Indian media suggested that Chau had a desire to meet the tribes in order to preach Christianity, and that his body was found by the fishermen. However, Singh said police were in the process of recovering the body.
Authorities in the Union Territory launched helicopter search teams to look for Chau’s body but said the helicopters were unable to land at the island as the Sentinelese were hostile to any attempt at approaching them.
Hostile to outsiders
The Sentinelese people live on their own small, forested island and are known to resist all contact with outsiders, often attacking anyone who comes near.
Taking videos of the Sentinelese people is prohibited. In 2017, the government clarified that the Sentinelese are identified as an “aboriginal tribe” and that videos showing them cannot be uploaded on social media or the internet.
The Andaman and Nicobar Islands are a group of islands at the juncture of the Bay of Bengal and the Andaman Sea. In addition to the protected tribes, the islands also host a large presence of the Indian Navy with sensitive installations.

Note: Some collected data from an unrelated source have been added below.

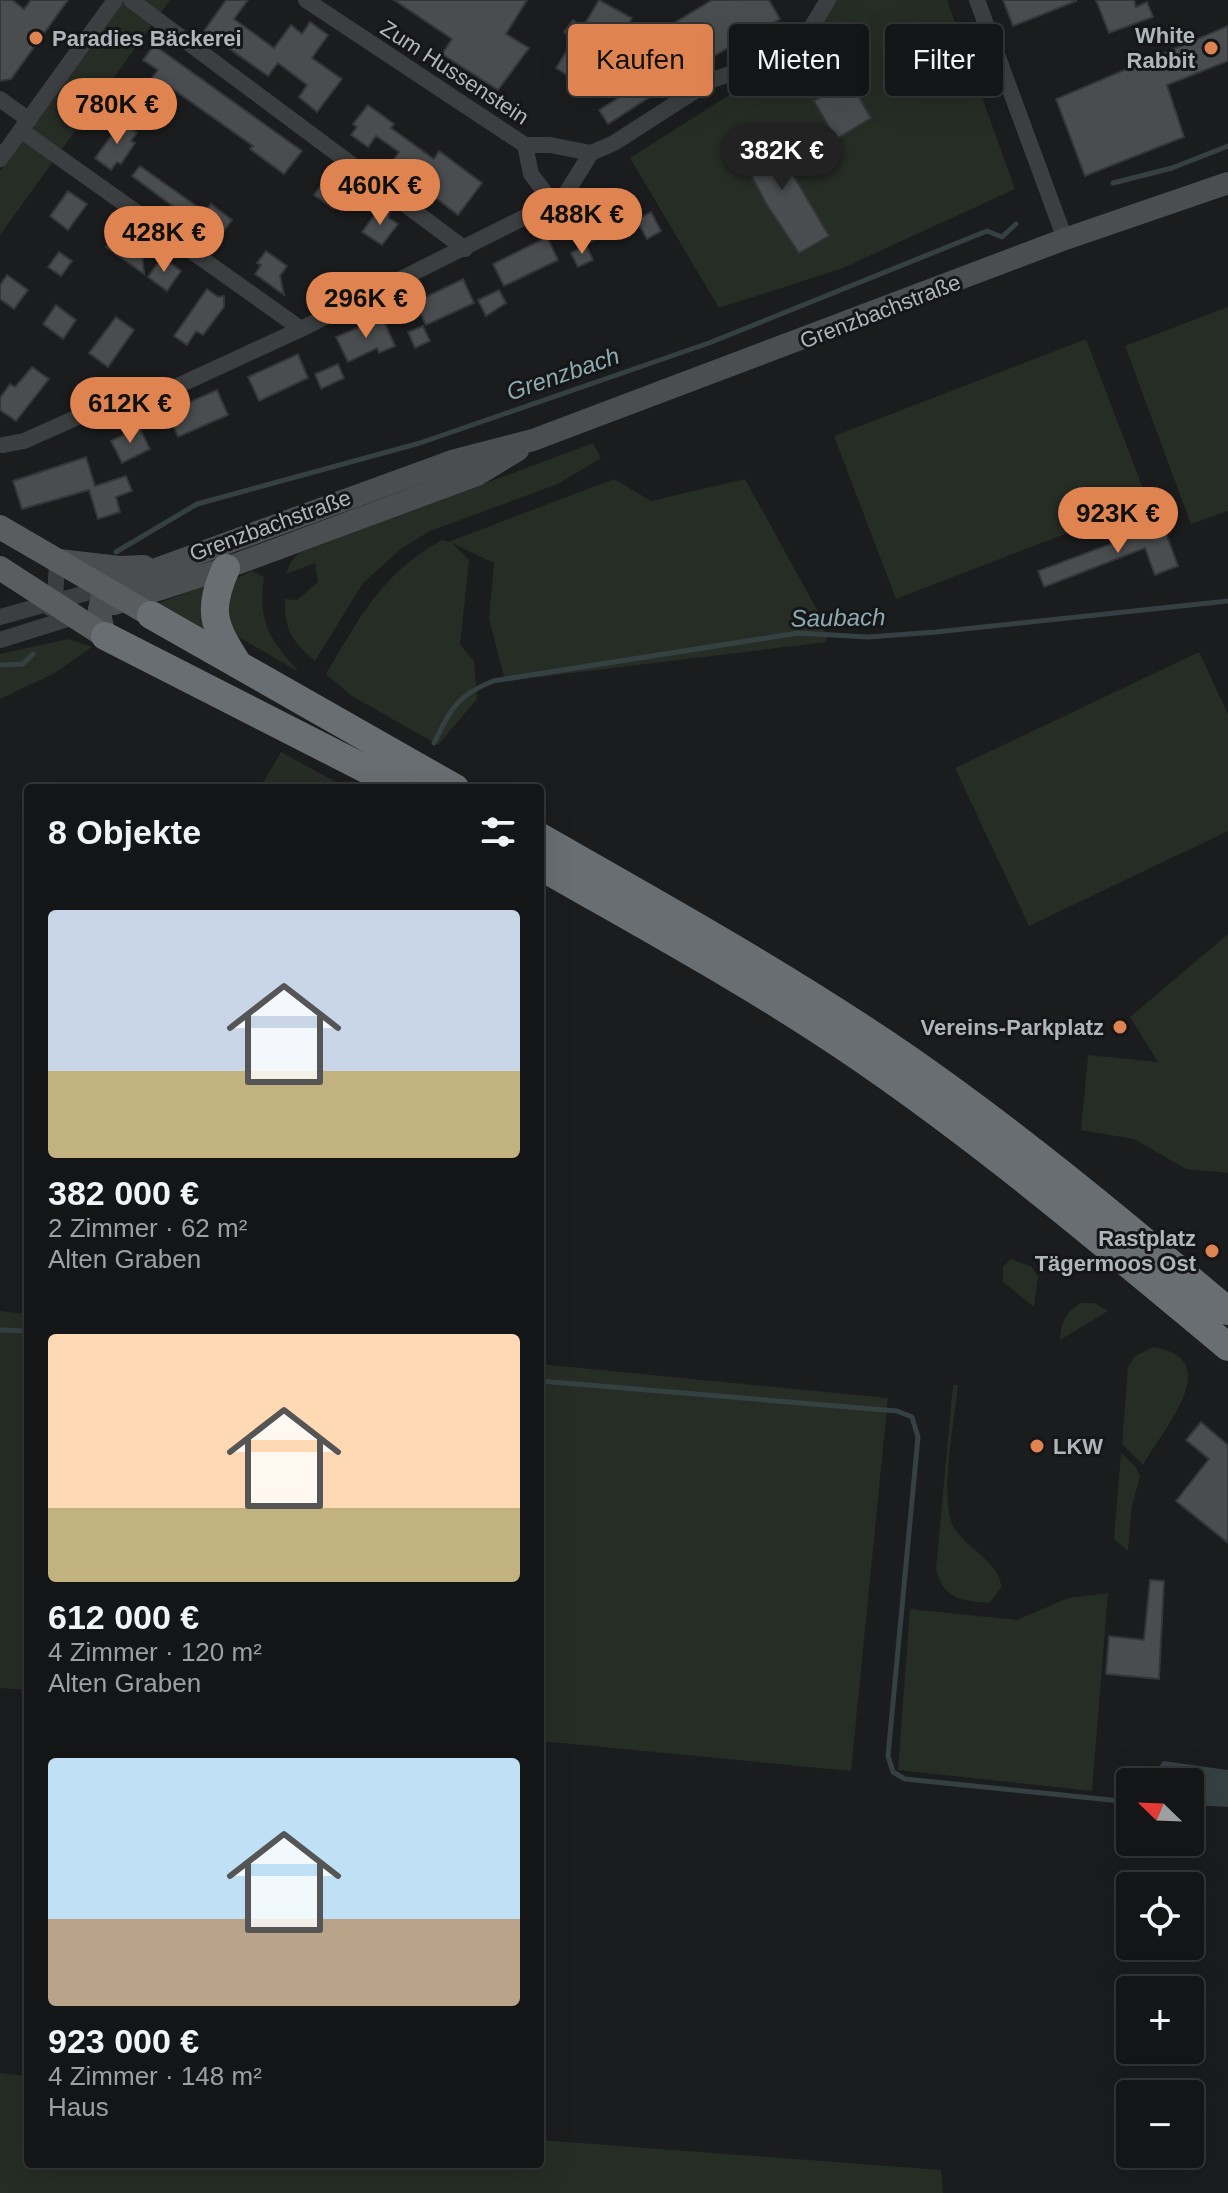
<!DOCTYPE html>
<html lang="de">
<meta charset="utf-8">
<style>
:root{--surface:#141516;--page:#1d1e1f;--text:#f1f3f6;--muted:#9d9fa1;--line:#333435;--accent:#df8451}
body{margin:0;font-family:Helvetica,sans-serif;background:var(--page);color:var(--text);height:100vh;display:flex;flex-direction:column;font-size:30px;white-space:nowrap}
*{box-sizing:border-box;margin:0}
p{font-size:26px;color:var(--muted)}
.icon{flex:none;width:44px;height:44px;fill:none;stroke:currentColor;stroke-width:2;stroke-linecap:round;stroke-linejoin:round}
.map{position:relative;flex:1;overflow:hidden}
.panel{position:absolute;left:24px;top:784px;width:520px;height:1384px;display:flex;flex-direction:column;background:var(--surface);border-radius:8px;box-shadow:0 8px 32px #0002,0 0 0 2px var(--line)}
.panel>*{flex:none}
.guide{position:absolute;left:568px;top:24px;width:540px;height:72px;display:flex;gap:16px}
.needle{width:52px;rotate:293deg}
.tools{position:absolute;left:1116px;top:1768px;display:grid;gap:16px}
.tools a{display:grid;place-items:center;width:88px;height:88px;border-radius:8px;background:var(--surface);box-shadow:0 8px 32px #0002,0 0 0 2px var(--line);font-size:40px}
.price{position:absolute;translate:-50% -68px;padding:0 18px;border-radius:28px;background:var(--accent);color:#111;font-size:26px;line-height:52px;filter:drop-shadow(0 2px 4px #0008)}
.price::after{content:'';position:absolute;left:50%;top:48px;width:24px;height:18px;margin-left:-12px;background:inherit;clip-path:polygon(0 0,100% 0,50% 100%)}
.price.on{background:#222;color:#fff}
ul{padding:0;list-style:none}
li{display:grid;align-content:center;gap:16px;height:424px;padding:0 24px}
li span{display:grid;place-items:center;height:248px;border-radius:8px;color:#555}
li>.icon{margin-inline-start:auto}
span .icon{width:144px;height:144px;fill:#fffc;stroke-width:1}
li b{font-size:34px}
h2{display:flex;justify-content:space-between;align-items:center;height:96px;padding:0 24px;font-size:34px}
.pill{padding:0 28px;border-radius:8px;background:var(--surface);box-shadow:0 8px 32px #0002,0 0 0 2px var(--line);font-size:28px;line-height:72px}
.pill.on{background:var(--accent);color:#111}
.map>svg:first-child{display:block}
.green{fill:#262d25}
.water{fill:#344042}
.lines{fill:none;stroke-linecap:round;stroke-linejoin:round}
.stream{stroke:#344042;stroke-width:5}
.building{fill:#4a4d4f;stroke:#353639;stroke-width:2}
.street{stroke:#3c3f41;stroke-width:16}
.secondary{stroke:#4b4e51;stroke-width:22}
.primary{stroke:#595d60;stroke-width:24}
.highway{stroke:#696e72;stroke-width:28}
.poi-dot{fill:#df8451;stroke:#161618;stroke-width:3}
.labels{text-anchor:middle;stroke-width:6;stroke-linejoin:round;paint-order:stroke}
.poi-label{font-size:22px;font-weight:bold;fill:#afb6bb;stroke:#161618;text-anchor:end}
.street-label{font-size:22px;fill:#afb6bb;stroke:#161618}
.water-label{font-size:24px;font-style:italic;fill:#8aabb1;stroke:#161618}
</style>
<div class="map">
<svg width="1228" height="2193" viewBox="0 0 1228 2193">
<rect width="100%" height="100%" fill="#1b1c1d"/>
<!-- green -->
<path class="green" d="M124,0h46l-170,235v-64z
M828,0h119l68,189 -172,79 -124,40 -89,-150 176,-112z
M1228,307v204l-37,13 -66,-178z
M1086,339l62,163 -252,97 -62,-163z
M593,443l8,15 -43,26 -128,47 -29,18 -38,34 -48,78c-23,-20 -31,-31 -30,-62l12,1 21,-18 -3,-19 -29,11 4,-11 9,-10z
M614,479l37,22 94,-22 76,138 6,25 -322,39 -16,-62 5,-56 -42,-20 17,17 -9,85 14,16 3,38 -39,46 -86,-49 -26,-22c34,-57 56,-101 116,-134l6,2z
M252,571l12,6c-6,46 5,61 35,95l-69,-40 -8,-27 8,-23z
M208,585l2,48 -54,-29z
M68,639l24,8 -37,26 -55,26v-45z
M1199,652l29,62v117l-199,95 -74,-158z
M281,752l66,36h-87z
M1228,934v239l-42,-4 -52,-30 -53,-9 7,-75 70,7 -28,-45z
M1011,1259l21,8 6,9 -4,31 -31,-25v-15z
M1081,1303h13l14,8 -48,29c1,-18 5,-27 21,-37z
M0,1311l28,3v376l-28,-2z
M1154,1347c74,13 7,84 -11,118l-21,-21 6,-77 7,-11z
M540,1364l348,34 -37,373 -311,-30z
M953,1385h5c-3,33 -21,121 -2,146 16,21 40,29 46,56l-13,16c-27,-2 -46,-4 -53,-34z
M1121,1453l14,13 5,10 -8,30 -4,45 -14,-12z
M1108,1593l-16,198 -194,-21 12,-161 107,11 51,-22z
M0,2073l28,3v88h512v-24l401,30 2,23h-943z"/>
<!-- water -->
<path class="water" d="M1163,1761l65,9v37l-38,-2v-23h-41z"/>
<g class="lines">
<!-- stream -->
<path class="stream" d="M1113,183l59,-15 56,-22
M116,552l81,-48 223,-61 289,-100 278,-112 15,6 14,-13
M0,665l23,-1 10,-10
M434,743c17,-34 22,-47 59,-62l305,-48 70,4 68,-5 292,-31
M0,1330l28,1
M540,1381l357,30 15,6 6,20 -30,319 5,16 12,7 225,23"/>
</g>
<!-- building -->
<path class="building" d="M0,0h12l12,9 7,-9h37l-57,79 -11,2z
M226,0h22l-14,19 40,29 17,-23 11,9 8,-12 18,13 -16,23 30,21 -25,33 -18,-15 8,-12 -29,-22 -10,13 -64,-45z
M394,0h133l-21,34 23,14 -31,42 -56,-36 10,-15z
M599,0l33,18 -45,70 -31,-20 18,-29 -10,-7 9,-12 10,7z
M712,0h57l11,19 -68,38 -104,67 -9,-14 32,-20 -18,-30z
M1003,0h73v1l-63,25z
M1096,0h38l2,7 11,-5 6,15 -44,16z
M1228,26v35l-61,24 17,52 -99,39 -29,-77z
M154,45l148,106 -18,23 -34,-25 3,-3 -82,-58 -6,9 -17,-14 10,-13 -15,-10z
M849,80l22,38 -35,21 -22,-38z
M368,105l26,19 -3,4 43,31 5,-8 43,32 -24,32 -31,-24 3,-4 -18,-14h-6l-12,-14 5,-7 -23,-16 -8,11 -17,-12 6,-8 -4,-3z
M122,121l15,12 -6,8 4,2 -14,21 -4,-2 -6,8 -16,-12z
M766,129l63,107 -30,17 -32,-48 -31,-58z
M140,166l65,46 6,-8 21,16 -18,24 -43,-31 4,-5 -43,-32z
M329,174l20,14 -15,21 -20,-14z
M68,191l19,13 -19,26 -18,-14z
M622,198l11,21 -44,24 -11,-21z
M378,210l12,1 -1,7 9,6 -16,21 -20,-13z
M651,212l10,19 -14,8 -11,-19z
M120,227l15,11h6l3,36 -38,-27z
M547,237l11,23 -54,26 -11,-22z
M586,245l7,15 -15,7 -7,-14z
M266,251l21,15 -7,10 4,19 -29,-21 6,-9 -4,-2z
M59,252l13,9 -11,15 -13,-9z
M162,257l19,14 -14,20 -19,-14z
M7,275l21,15 -14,19 -14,-10v-14z
M463,279l11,24 -48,22 -11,-23z
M207,289l11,8 6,-1v11l-21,28 -7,-4 -9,14 -13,-9z
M499,290l7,13 -20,13 -8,-16z
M56,305l20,15 -13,19 -20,-15z
M116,317l18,13 -26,37 -19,-14z
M382,317l13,29 -16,7 -2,-5 -29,14 -12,-25z
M423,326l7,15 -15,7 -7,-16z
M298,354l10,24 -49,23 -11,-24z
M338,364l6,14 -23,11 -6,-15z
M32,367l17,12 -33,42 -16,-11v-12l10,-14 5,3z
M217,390l11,25 -50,22 -11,-25z
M139,427l11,22 -28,14 -11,-22z
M86,457l9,29 31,-10 6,15 -16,6 4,15 -22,7 -9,-29 -67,19 -9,-28z
M1161,520l17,46 -23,9 -10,-27 -101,39 -6,-16 102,-38 -2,-5z
M1201,1422l27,23v98l-52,-42 33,-42 -23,-19z
M1150,1580l14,1 -5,98 -53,-5 3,-38 35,4z"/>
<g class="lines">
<!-- street -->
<path class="street" d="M131,0l334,249
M306,0l219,145h25l41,8
M977,0l88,239
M0,99l29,21
M22,131l279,198
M525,145l6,29 22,29
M0,159l115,-159
M3,445l21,-4 92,-41 27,2 158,-73 252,-126 12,-8 26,-42 23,-10 98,-63 56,-19 38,-25 22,-36
M50,608l5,-7 2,-41
M0,617l104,-29
M0,640l77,-24"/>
<!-- secondary -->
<path class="secondary" d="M59,560l60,7 25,-1
M114,604l112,-36 251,-93 41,-25
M105,636l-6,-27 5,-21 348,-127 81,-21 532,-201 163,-56"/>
<!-- primary -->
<path class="primary" d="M0,527l151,88
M0,568l105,68"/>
<!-- highway -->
<path class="highway" d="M226,568c-19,43 -13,57 12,96
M151,615l304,173
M105,636l298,152
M540,837c123,70 247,139 364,219 113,78 218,166 324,255
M540,866c108,62 219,122 322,193 128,88 247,189 366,288"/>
</g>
<!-- markers -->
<g class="poi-dot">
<circle cx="36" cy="38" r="8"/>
<circle cx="1211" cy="48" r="8"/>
<circle cx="1120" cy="1027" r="8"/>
<circle cx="1212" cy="1251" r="8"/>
<circle cx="1037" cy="1446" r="8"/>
</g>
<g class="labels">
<!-- poi labels -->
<g class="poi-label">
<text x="1195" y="43">White<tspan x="1195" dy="25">Rabbit</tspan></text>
<text x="52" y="46" text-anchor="start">Paradies Bäckerei</text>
<text x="1104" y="1035">Vereins-Parkplatz</text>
<text x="1196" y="1246">Rastplatz<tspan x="1196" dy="25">Tägermoos Ost</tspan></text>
<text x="1053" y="1454" text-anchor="start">LKW</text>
</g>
<!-- street labels -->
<g class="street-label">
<text transform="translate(455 72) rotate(33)" y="8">Zum Hussenstein</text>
<text transform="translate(880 311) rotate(-21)" y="8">Grenzbachstraße</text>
<text transform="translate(270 525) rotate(-20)" y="8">Grenzbachstraße</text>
</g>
<!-- water labels -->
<g class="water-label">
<text transform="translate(563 374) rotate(-19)" y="8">Grenzbach</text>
<text transform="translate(838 618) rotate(-1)" y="8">Saubach</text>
</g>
</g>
</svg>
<div class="tools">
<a><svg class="needle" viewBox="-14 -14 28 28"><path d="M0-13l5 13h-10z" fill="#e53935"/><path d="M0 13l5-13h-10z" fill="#9d9fa1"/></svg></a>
<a><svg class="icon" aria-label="locate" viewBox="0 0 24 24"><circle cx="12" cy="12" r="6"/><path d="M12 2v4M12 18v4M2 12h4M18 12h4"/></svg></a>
<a>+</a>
<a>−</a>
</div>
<b class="price" style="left:117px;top:146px">780K €</b>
<b class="price on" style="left:782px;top:192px">382K €</b>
<b class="price" style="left:380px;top:227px">460K €</b>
<b class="price" style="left:582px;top:256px">488K €</b>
<b class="price" style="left:164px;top:274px">428K €</b>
<b class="price" style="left:366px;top:340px">296K €</b>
<b class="price" style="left:130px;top:445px">612K €</b>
<b class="price" style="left:1118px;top:555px">923K €</b>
<div class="guide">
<a class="pill on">Kaufen</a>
<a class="pill">Mieten</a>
<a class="pill">Filter</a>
</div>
<section class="panel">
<h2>8 Objekte<svg class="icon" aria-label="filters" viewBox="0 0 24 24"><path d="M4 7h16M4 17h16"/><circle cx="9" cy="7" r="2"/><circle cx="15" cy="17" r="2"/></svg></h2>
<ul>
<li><span style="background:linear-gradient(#c9d6e8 65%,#c2b280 0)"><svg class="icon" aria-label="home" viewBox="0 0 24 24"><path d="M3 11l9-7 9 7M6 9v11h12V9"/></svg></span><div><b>382 000 €</b><p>2 Zimmer · 62 m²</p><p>Alten Graben</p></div></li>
<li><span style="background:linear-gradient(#ffd9b3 70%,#c2b280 0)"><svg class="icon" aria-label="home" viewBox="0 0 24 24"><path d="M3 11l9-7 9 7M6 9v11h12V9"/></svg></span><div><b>612 000 €</b><p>4 Zimmer · 120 m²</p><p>Alten Graben</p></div></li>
<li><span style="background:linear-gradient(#bfe0f5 65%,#b9a48a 0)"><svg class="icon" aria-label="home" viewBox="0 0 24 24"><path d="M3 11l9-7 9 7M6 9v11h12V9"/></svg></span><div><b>923 000 €</b><p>4 Zimmer · 148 m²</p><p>Haus</p></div></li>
</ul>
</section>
</div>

The US consulate in Chennai, the capital of southern Tamil Nadu state, was aware of the reports concerning a US tourist in the islands, but spokesperson Kathleen Hosie declined to comment further due to privacy considerations.
Shiv Viswanathan, a social scientist and a professor at Jindal Global Law School, said the North Sentinel Island was a protected area and not open to tourists. “The exact population of the tribe is not known, but it is declining. The government has to protect them.”
Poachers are known to fish illegally in the waters around the island, catching turtles and diving for lobsters and sea cucumbers. Tribespeople killed two Indian fishermen in 2006 when their boat broke loose and drifted onto the shore.